How to let visitors know you're using cookies

The forthcoming EU cookie law, which comes into effect on 26th May 2012 means that any company using cookies on their website for anything other than essential functionality needs to request permission from the user to allow cookies to be sent.

There are a few ways you can do that. You can include information about the cookies on your website in your Privacy Policy and hope people spot it; display a banner letting people know about the cookie use on your site; or use a popup message that visitors need to respond to in order to continue using the site.

I’ve been exploring some of these options today and thought I’d pass on my findings so you have some ideas of how to proceed.

I already have a cookie policy in my existing Privacy Policy, so I’m protected from the Category 1 “strictly necessary” cookies – but I am a little concerned that the law is pretty vague over whether things like Google Analytics cookies need permission.

With this in mind I have installed a WordPress plugin called Cookillian to this website. You may have spotted the a banner at the top of the site that lets you opt in or out of cookies. If you opt out you can continue to use the site without receiving any cookies, though some features will not work – for example, if you leave comments you will always have to fill in their details. If you accept the cookies, the site will work as normal. You can, of course, completely ignore the banner – you can still use the site and no cookies will be placed, though the banner will always be there.

I found Cookillian really easy to set up and it looks okay too. I did have to get my hosting company to upgrade my hosting to PHP 5.3 though.

Another option, which has plugins/modules for WordPress, Drupal and Magneto as well as a customisable code for any website, is Cookie Control. This places a small logo in the corner of your website, with a pop up message requesting permission to use cookies. It looks really nice, and is easy to set up, but as far as I can tell it only limits the placing of Google Analytics cookies and there isn’t a way to refuse them altogether. But if you only use Google Analytics cookies on your site this might be an unobtrusive way of warning people.

In both the above cases it could be that my Google Analytics will be affected, if people don’t accept the cookies. I’ll be monitoring traffic over the next few weeks and will let you know if I notice a drop in the visitor numbers it records.

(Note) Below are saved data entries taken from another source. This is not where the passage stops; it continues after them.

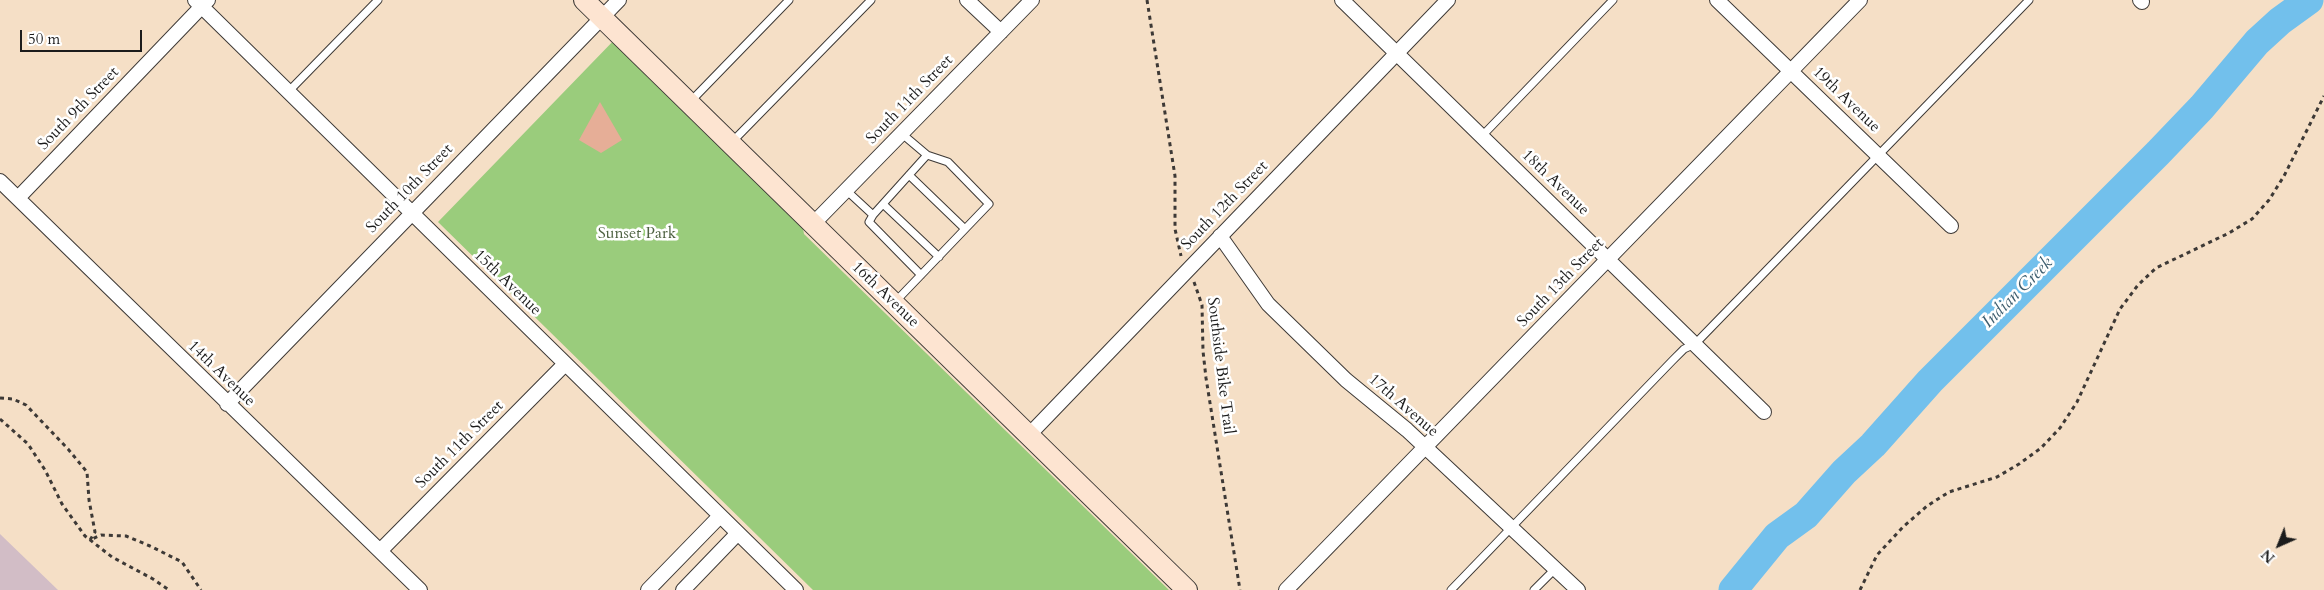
<!DOCTYPE html>
<html>
<head>
<meta charset="utf-8">
<style>
	body { margin:0 }
	#map { position:relative; width:2324px; height:590px; overflow:hidden; background:#f5dfc6; font-family:Cardo,serif }
	canvas { display:block }
	.north { position:absolute; left:2254px; top:520px; width:50px; height:50px; -webkit-text-stroke:4px #fff; paint-order:stroke; rotate:224deg; font-size:14px; font-weight:700; line-height:20px; text-align:center; color:#1c1c1c }
	.north::after { content:''; display:block; margin:auto; width:18px; height:22px; background:#1c1c1c; clip-path:polygon(50% 0,100% 100%,50% 72%,0 100%) }
	.scale { position:absolute; left:20px; top:30px; width:122px; height:22px; box-sizing:border-box; border:2px solid #1c1c1c; border-top:0; padding-left:6px; font-size:15px; line-height:18px; white-space:nowrap; color:#1c1c1c; -webkit-text-stroke:4px #fff; paint-order:stroke }
</style>
</head>
<body>
<div id="map">
<canvas width="2324" height="590"></canvas>
<div class="north">N</div>
<div class="scale">50 m</div>
</div>
<script>
const c = document.querySelector('canvas').getContext('2d');
c.lineJoin = 'round';
function fill(path, color) {
  c.fillStyle = color;
  c.fill(path, 'evenodd');
}
function shape(rows) {
  const path = new Path2D();
  for (const r of rows) {
    path.moveTo(r[0], r[1]);
    for (let i = 2; i < r.length; i += 2) path.lineTo(r[i], r[i + 1]);
  }
  return path;
}
function strokePath(path, color, width, dash) {
  c.strokeStyle = color;
  c.lineWidth = width;
  c.lineCap = dash ? 'butt' : 'round';
  c.setLineDash(dash || []);
  c.stroke(path);
}
function label(font, color, halo, rows, align = 'center') {
  c.font = font + ' Cardo,serif';
  c.lineWidth = 5;
  c.setLineDash([]);
  c.textBaseline = 'middle';
  c.strokeStyle = halo;
  c.fillStyle = color;
  for (const [text, x, y, turn = 0] of rows) {
    c.save();
    c.translate(x, y);
    c.rotate((+turn || 0) * Math.PI / 180);
    c.textAlign = isNaN(turn) ? turn : align;
    if (halo) c.strokeText(text, 0, 0);
    c.fillText(text, 0, 0);
    c.restore();
  }
}
fill(shape([
	[0,534,58,590,0,590]
]), '#d2bdc6');
fill(shape([
	[619,35,800,212,804,234,1169,590,813,590,438,222]
]), '#9acc7c');
strokePath(shape([
	[1733,590,1777,536,1806,515,1844,472,1873,445,1930,381,2158,153,2202,107,2257,42,2280,21,2309,0]
]), '#72c0ec', 29);
fill(shape([
	[600,102,622,140,601,153,579,140]
]), '#e6ae97');
const lane = shape([
	[289,91,378,0],
	[690,102,789,0],
	[1482,136,1613,0],
	[731,143,871,0],
	[909,175,965,229],
	[846,190,873,215,927,155],
	[883,204,939,257],
	[873,215,869,222,921,275],
	[896,301,989,204,948,162,927,155,901,133],
	[1451,590,1672,361,1684,349,1695,344,2029,0],
	[1534,590,1555,569]
]);
const street = shape([
	[195,0,796,590],
	[967,0,1001,32],
	[1342,0,1764,412],
	[1717,0,1951,226],
	[2140,0,2142,2],
	[0,181,420,590],
	[18,198,208,0],
	[813,224,1032,0],
	[1220,236,1268,304,1346,380,1407,430,1578,590],
	[227,404,619,0],
	[1028,436,1448,0],
	[380,551,565,364],
	[648,590,720,516],
	[683,590,738,533],
	[1286,590,1860,0]
]);
const secondary = shape([
	[584,0,1187,590]
]);
strokePath(lane, '#3d3936', 9);
strokePath(street, '#3d3936', 16);
strokePath(secondary, '#3d3936', 22);
strokePath(shape([
	[1147,0,1175,176,1175,229,1181,256],
	[1194,282,1202,305,1203,351,1206,378,1240,590],
	[0,398,13,399,26,405,68,449,87,472,89,500,95,532,90,540,101,535,126,536,150,546,182,562,201,590],
	[0,419,28,444,45,470,62,504,85,536,112,557,153,579,169,590],
	[1860,590,1877,555,1903,527,1927,506,1949,492,1997,477,2019,464,2041,448,2060,428,2077,402,2120,309,2138,285,2156,268,2229,233,2252,219,2269,200,2284,176,2324,96]
]), '#3d3936', 3, [4, 4]);
strokePath(lane, '#fff', 7);
strokePath(street, '#fff', 14);
strokePath(secondary, '#fde4d1', 20);
label('16px', '#1c1c1c', '#fff', [
	["South 11th Street",910,100,-46],
	["19th Avenue",1846,100,44],
	["South 9th Street",79,109,-46],
	["18th Avenue",1555,183,44],
	["South 10th Street",410,189,-46],
	["South 12th Street",1225,206,-46],
	["15th Avenue",507,283,44],
	["South 13th Street",1561,283,-46],
	["16th Avenue",885,295,44],
	["Southside Bike Trail",1220,366,83],
	["14th Avenue",221,374,44],
	["17th Avenue",1403,406,41],
	["South 11th Street",460,445,-45]
]);
label('16px', '#4e6242', '#fff', [
	["Sunset Park",637,234]
]);
label('italic 18px', '#3e5e6f', '#fff', [
	["Indian Creek",2018,293,-45]
]);
</script>
</body>
</html>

If you know you are using Category 4 cookies – for example, cookies that track your visitors’ browsing habits in order to deliver relevant advertising – you may need a stronger form of protection. In that case, you might be interested in the EU Cookie Law Plugin, developed by blogger Sarah Arrow. (Link removed as site appears to have been hacked.)  This plugin lets you display a page before visitors land on your website where you can explain the plugins you use and request permission. If it’s given the visitor proceeds to the website as normal (and receives cookies). if it’s refused, access to the website is blocked. It’s a pretty strong arm method but if you know you are using cookies that could be illegal without permission being given, it could be your best option. It costs £10 for single sites – but that’s better than a maximum £500,000 fine!

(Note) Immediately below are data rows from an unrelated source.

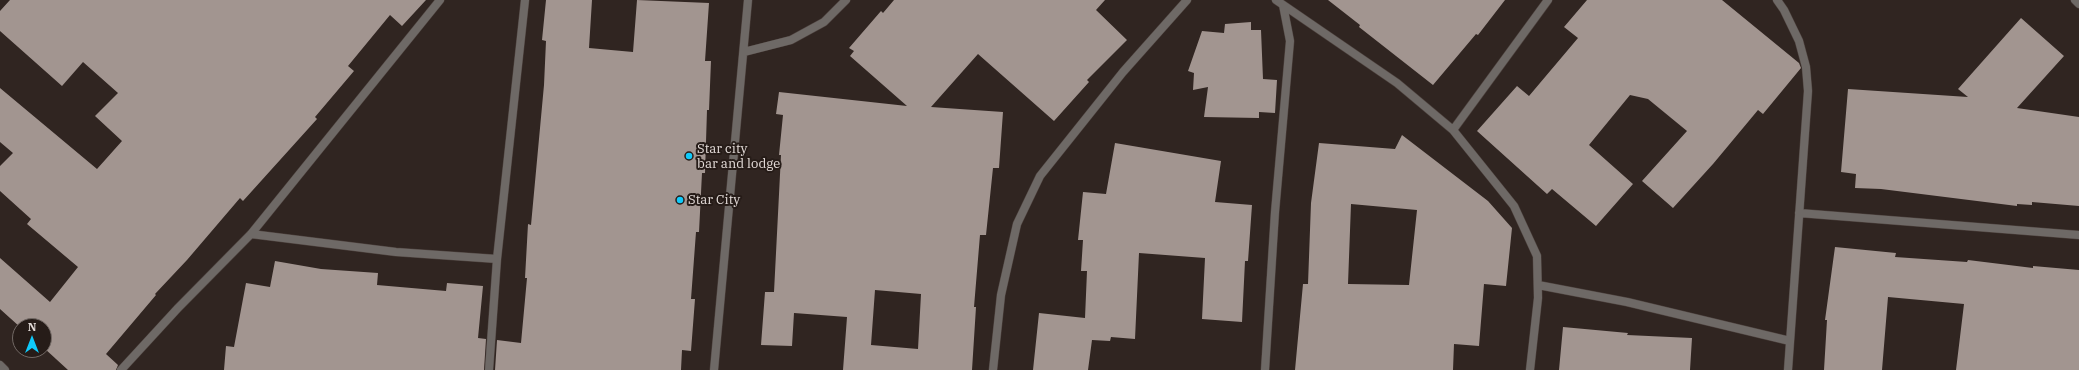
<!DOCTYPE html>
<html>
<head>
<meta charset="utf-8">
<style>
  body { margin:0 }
  #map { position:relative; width:2079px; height:370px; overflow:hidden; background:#302521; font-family:"IBM Plex Serif",serif }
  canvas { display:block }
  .north { position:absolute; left:12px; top:318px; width:40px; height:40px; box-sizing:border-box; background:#261c18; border:1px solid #726965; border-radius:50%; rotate:0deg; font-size:11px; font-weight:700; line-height:16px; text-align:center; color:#e4dcd9 }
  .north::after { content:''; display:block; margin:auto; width:14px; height:18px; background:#0fcafa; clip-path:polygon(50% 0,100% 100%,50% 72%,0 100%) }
</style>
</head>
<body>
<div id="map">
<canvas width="2079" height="370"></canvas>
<div class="north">N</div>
</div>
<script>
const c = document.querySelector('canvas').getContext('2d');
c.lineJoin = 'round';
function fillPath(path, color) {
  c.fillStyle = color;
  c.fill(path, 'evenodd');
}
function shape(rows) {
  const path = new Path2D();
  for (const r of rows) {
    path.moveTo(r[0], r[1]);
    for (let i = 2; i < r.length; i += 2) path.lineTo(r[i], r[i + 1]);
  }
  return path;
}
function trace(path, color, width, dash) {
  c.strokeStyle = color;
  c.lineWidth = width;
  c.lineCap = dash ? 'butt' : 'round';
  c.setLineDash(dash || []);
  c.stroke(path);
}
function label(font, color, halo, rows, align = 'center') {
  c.font = font + ' "IBM Plex Serif",serif';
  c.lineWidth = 4;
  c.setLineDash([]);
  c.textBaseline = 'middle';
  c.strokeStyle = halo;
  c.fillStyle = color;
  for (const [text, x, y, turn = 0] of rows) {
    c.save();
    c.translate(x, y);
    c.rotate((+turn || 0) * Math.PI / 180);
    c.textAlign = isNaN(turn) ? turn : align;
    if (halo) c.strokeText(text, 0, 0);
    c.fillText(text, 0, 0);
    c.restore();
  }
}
const building = shape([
  [10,0,426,0,402,26,390,15,348,66,354,71,315,117,317,119,243,201,240,198,187,260,155,294,156,295,106,354,118,365,116,370,68,370,44,348,44,326,20,327,0,309,0,258,50,302,78,267,27,224,31,219,0,191,0,166,13,153,0,142,0,88,97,169,122,141,95,116,118,93,83,62,62,86,0,31,0,11],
  [546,0,592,0,589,48,633,52,637,0,709,3,705,61,711,61,709,110,707,110,705,173,702,173,699,232,696,232,691,299,695,299,691,351,682,350,681,370,495,370,497,340,521,343,527,278,525,278,528,224,531,225,544,85,546,41,542,40],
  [894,0,1105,0,1096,10,1127,40,1087,80,1089,82,1054,121,978,54,931,107,1003,112,999,168,993,168,986,235,980,235,974,307,976,307,972,370,843,370,847,317,794,313,792,346,761,345,765,292,774,292,781,155,779,155,783,115,776,114,779,92,907,106,850,56,854,51,849,48,881,11,883,13],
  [875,290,921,294,918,349,871,345],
  [1328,0,1505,0,1478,35,1476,34,1433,85,1359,27,1360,25],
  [1587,0,1722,0,1799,63,1801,68,1763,114,1758,110,1713,164,1673,208,1642,181,1687,131,1648,99,1630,95,1589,145,1633,184,1596,226,1552,189,1547,194,1477,131,1517,86,1529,96,1578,38,1564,27],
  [2021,18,2064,56,2017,108,2079,117,2079,206,2032,202,2032,205,2017,204,2017,206,1881,189,1855,188,1856,174,1841,172,1848,89,1968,97,1958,89],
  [1251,22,1251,30,1261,30,1263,79,1277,80,1275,113,1259,112,1259,118,1204,117,1208,87,1193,90,1194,73,1188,71,1202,31,1224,33,1225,24],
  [1402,135,1488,201,1512,228,1506,286,1484,284,1479,346,1454,344,1453,370,1295,370,1303,284,1308,284,1311,203,1319,143,1395,149],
  [1351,204,1417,210,1409,285,1348,284],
  [1115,143,1221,161,1215,202,1252,205,1248,261,1245,261,1242,322,1202,319,1205,258,1139,253,1135,339,1111,337,1110,341,1092,340,1088,370,1033,370,1039,313,1085,318,1087,271,1081,271,1083,240,1078,240,1083,192,1106,194],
  [1835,247,1896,253,1895,257,1967,262,1968,260,2033,268,2033,266,2079,270,2079,370,1956,370,1964,304,1888,297,1882,370,1824,370,1827,320,1825,320],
  [275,261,321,269,378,273,377,285,446,291,447,283,483,286,478,338,486,339,484,370,224,370,226,346,234,347,246,283,270,287],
  [1563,327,1628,333,1627,335,1692,338,1690,370,1559,370]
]);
const street = shape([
  [1276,0,1397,83,1453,130,1514,206,1537,256,1538,298,1530,370],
  [1777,0,1784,10,1799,41,1806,67,1808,91,1788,370],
  [2075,0,2079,4],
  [744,52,791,40,824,22,846,0],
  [1453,130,1548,0],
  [1799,213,2079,235],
  [251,234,396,252,497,259],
  [1538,285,1627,302,1790,341],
  [0,365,5,370],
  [121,370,178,308,251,234,440,0],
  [489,370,497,259,525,0],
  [714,370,748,0],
  [993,370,1001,295,1017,224,1040,176,1123,72,1187,0],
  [1265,370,1275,212,1290,41,1283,5]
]);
const markers = [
  [689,156,4,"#0fcafa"],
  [680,200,4,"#0fcafa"]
];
const poiNames = [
  ["Star city",697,149],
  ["bar and lodge",697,164],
  ["Star City",688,200]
];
fillPath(building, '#a29590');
trace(street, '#4d423e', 9);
trace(street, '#6e6966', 8);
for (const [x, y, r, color] of markers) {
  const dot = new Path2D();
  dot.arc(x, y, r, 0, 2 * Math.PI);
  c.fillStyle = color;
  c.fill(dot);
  trace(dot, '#261c18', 1.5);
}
label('13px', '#e4dcd9', '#261c18', poiNames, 'left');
</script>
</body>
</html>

What you do need to realise is that these solutions only work the first time a visitor comes to your website – existing/return visitors are unlikely to see these unless they have recently cleared their cookies from their browser – so make sure you also have a strong Cookie Policy in place too.

I hope these solutions will help you decide how best to deal with cookies on your website. If you need any help, for a small fee I can install them for you – for £20 I will add either Cookillian to a WordPress site or Cookie Control  to any site (you will need to give me access to your WP site and your website control panel). For £30 I’ll purchase and install the EU Cookie Law Plugin to your WP site. And for an extra £30 (£50/£60 in all) I’ll run a cookie audit to see exactly what’s running on your site, write you a cookie policy and add it to your website. Just give me a call on 01367 888229 or email me if you’d like to discuss which option would be best for you.

Sadly I can’t guarantee that any of this will prevent you being caught out – the law is pretty vague in some areas and no one yet knows how it will be monitored or who, if anyone, will be penalised – but make sure you do protect yourself from a possible half a million pound fine!